CRAG urges researchers to balance goal of shortening treatment for MDR-TB with patient safety

Community health experts call for balanced approach to continued development of promising new TB drug

In a viewpoint published this week in The Lancet, the Community Research Advisors Group (CRAG) argue that research into bedaquiline – a new drug, fast tracked for multidrug-resistant tuberculosis (MDR-TB) – should proceed cautiously in people with drug-sensitive tuberculosis. CRAG, an international, community-based advisory board for the US Centers for Disease Control and Prevention’s Tuberculosis Trials Consortium, writing in The Lancet independently, urge researchers to balance the goal of shortening treatment for drug-sensitive TB with patient safety.

Bedaquiline is the first novel drug to be approved for treatment of tuberculosis in forty years. The FDA fast-tracked the approval of the drug after phase 2 studies showed bedaquiline’s promising activity against MDR-TB (the drug reduced the average time to a negative TB culture from 18 to 12 weeks, and increased the proportion of participants with a negative culture at 6 months from 58% to 79%). Current treatments for drug-resistant tuberculosis show improved outcomes when continued for 18 to 24 months, and even then cure rates range from 11% to 79% depending on the extent of resistance. This presents a huge burden both on health care facilities and on patients to stick to a strict, toxic, and lengthy regimen, often in settings where available resources and cost make long drug treatments difficult to implement.

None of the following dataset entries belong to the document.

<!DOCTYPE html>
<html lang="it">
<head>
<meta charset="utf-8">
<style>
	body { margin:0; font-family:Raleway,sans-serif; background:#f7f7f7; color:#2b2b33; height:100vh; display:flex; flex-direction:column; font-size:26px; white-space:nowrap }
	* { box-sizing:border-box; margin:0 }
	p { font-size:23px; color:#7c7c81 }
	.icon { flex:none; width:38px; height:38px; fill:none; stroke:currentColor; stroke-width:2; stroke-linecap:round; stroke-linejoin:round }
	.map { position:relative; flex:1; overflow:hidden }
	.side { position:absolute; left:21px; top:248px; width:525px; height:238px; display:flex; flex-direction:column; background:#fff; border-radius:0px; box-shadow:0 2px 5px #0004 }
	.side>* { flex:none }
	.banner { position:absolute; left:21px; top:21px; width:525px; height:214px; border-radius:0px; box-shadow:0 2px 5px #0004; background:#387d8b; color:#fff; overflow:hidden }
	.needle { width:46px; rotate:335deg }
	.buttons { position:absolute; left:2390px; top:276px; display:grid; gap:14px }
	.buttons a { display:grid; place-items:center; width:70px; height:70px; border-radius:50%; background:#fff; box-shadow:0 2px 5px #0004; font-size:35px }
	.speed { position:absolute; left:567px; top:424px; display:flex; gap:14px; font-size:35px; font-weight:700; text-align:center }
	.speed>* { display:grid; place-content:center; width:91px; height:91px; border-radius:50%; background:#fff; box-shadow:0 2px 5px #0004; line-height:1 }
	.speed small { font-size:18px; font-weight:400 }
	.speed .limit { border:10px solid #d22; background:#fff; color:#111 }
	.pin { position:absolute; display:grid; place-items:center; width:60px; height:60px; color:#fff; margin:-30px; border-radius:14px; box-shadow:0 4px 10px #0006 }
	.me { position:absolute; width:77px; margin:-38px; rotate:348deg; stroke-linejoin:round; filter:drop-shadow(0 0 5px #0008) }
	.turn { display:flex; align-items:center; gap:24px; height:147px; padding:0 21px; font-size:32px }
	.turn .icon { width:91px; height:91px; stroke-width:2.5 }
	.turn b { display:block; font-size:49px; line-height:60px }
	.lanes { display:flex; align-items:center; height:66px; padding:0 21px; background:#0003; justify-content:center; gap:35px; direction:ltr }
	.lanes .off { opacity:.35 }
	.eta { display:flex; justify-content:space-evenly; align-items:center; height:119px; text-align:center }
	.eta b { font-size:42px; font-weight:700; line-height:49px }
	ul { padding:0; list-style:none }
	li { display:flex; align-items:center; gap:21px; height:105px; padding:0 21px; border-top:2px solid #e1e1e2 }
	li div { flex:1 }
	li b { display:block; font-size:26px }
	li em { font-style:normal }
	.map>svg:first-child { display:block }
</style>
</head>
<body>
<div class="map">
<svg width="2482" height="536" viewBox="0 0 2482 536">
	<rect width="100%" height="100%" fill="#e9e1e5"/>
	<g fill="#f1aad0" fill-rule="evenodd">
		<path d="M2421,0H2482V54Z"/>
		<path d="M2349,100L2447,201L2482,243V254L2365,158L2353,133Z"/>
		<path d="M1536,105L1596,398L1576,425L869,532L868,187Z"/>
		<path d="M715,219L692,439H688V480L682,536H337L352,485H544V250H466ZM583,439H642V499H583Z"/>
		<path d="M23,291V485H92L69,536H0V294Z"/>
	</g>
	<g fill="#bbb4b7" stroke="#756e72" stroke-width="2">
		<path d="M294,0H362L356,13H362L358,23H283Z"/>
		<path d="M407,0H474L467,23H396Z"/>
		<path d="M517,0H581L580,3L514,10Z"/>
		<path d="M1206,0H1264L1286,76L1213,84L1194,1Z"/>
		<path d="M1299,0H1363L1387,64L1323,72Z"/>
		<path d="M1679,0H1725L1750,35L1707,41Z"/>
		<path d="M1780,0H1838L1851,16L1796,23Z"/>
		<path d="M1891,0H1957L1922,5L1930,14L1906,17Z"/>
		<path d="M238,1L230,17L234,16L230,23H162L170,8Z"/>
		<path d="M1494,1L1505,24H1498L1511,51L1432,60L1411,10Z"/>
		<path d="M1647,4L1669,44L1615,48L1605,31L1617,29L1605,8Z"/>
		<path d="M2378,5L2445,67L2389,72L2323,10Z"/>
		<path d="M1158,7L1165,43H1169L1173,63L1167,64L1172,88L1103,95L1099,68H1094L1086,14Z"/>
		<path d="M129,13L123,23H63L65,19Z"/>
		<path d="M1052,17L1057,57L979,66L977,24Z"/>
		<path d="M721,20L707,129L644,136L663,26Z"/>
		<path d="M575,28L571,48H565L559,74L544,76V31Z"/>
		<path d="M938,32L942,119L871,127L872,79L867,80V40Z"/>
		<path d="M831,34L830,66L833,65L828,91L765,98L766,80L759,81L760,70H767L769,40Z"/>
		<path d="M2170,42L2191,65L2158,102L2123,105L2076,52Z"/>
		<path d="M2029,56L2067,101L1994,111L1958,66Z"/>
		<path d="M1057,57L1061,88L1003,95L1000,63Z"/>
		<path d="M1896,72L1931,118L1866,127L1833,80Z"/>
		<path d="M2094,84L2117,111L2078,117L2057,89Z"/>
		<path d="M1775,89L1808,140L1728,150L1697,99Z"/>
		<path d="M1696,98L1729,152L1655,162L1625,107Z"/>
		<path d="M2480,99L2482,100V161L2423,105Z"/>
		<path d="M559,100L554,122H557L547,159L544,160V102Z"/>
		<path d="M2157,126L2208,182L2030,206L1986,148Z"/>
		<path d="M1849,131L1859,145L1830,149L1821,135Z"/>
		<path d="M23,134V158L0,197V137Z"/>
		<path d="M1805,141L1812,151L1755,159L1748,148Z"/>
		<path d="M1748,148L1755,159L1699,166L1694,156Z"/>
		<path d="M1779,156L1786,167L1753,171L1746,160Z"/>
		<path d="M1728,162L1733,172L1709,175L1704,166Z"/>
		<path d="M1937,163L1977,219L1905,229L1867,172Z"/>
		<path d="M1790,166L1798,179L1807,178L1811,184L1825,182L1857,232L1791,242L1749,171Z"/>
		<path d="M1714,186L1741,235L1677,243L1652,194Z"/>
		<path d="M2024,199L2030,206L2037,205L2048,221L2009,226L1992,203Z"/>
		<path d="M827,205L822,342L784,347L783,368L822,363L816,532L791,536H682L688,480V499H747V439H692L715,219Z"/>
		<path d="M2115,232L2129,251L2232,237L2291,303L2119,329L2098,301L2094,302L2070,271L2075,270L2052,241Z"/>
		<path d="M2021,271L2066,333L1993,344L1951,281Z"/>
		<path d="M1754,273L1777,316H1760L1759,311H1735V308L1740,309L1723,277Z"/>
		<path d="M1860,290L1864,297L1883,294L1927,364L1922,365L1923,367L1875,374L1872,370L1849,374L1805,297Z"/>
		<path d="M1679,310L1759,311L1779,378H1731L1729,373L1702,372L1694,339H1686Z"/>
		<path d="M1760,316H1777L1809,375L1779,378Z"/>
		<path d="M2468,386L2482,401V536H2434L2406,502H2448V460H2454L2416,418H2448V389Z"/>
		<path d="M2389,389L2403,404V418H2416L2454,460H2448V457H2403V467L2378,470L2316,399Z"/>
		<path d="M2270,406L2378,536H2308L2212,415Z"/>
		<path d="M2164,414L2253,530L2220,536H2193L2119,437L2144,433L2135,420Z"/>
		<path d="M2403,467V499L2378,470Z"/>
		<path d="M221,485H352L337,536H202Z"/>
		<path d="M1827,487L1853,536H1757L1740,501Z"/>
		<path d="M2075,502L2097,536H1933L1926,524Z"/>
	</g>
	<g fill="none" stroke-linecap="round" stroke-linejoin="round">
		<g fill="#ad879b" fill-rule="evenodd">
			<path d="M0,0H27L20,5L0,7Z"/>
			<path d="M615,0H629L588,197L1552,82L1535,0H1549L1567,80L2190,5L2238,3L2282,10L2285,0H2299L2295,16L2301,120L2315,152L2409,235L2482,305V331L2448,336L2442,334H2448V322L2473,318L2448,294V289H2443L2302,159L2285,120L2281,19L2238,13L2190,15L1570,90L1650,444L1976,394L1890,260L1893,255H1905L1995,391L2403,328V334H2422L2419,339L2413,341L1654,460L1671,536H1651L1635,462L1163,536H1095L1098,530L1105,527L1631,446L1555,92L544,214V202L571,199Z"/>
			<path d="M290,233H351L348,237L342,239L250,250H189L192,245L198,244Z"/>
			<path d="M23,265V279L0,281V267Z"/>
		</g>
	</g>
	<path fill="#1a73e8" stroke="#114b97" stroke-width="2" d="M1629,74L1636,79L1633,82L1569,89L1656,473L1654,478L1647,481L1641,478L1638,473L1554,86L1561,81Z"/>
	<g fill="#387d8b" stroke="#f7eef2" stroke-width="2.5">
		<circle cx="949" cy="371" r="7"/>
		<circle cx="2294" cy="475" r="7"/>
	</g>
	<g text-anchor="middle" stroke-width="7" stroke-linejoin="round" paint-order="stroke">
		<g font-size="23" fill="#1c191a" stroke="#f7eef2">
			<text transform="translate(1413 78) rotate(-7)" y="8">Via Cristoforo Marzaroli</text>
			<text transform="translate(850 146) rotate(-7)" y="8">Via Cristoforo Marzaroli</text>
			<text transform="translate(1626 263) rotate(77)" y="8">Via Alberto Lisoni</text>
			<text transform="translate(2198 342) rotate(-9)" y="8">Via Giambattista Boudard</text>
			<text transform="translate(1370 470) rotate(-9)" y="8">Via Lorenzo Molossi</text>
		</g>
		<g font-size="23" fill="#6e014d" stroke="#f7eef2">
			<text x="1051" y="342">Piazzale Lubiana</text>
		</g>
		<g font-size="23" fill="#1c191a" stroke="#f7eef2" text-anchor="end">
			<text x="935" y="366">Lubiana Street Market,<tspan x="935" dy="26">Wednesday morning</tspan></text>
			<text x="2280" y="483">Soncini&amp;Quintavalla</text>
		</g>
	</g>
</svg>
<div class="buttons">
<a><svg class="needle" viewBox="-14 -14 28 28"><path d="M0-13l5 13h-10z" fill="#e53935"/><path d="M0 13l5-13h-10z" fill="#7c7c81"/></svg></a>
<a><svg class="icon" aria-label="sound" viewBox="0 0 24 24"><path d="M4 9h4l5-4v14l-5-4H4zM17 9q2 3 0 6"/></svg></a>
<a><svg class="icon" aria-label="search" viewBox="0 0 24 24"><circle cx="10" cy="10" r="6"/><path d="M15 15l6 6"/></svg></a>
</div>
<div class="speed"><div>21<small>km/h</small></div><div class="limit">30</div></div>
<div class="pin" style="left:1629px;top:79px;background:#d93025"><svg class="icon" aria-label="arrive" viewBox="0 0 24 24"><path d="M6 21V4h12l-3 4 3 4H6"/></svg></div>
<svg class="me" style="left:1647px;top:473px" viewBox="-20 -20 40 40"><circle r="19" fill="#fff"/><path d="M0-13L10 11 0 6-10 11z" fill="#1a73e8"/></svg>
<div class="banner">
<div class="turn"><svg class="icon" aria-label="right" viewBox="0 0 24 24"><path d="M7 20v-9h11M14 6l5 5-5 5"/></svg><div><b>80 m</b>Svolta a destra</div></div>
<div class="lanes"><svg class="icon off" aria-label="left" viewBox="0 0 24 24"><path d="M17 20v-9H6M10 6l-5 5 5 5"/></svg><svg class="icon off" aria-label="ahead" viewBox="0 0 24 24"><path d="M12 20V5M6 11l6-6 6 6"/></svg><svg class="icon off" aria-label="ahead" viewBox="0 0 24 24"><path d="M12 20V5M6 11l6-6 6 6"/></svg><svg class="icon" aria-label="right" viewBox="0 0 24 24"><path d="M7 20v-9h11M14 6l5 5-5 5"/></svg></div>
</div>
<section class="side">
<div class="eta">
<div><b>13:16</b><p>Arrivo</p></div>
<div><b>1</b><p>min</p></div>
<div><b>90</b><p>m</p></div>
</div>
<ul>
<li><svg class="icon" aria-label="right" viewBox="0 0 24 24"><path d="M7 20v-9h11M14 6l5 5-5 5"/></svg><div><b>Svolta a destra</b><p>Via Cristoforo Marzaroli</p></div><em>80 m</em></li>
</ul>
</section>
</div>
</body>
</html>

However, along with the potential benefits of bedaquiline, the authors point out that the drug presents several safety concerns that should be addressed before testing the drug in people with drug-sensitive TB, who already have a very effective treatment option and as such face different risk-benefit considerations than people with drug-resistant TB. In one phase 2 trial, a significantly higher number of participants receiving bedaquiline died than those receiving placebo. The majority of these deaths had no common cause and occurred months after the trial ended, but due to the long half-life of the drug, adverse effects from the drug cannot be ruled out. Close follow-up monitoring is needed due to an increased rate of liver and cardiac toxicity observed in patients receiving bedaquiline, say the authors.

The authors also call on the drug’s developer, Janssen, to make information regarding the drug’s safety available to public research groups, and to immediately begin trials on the effects of the drug in populations that use alcohol and drugs, and that have Hepatitis B and C. These groups could both benefit greatly from future shortened tuberculosis treatment regimens, but are also at a greater risk of some of the drug’s reported side effects.

According to CRAG co-chair Dorothy Namutamba:

Although up to this point it has only been studied as an addition to existing regimens for drug-resistant tuberculosis, bedaquiline shows a lot of promise for improving treatment in the future. However, the drug also shows potentially serious adverse effects ranging from liver toxicity, disruption of the heart’s electrical rhythm, and even death. As trials of this novel drug are considered in patients with drug-sensitive tuberculosis, researchers need to carefully balance the potential benefit of the new drug while making sure to always place the safety of the trial participants at the forefront of any considerations.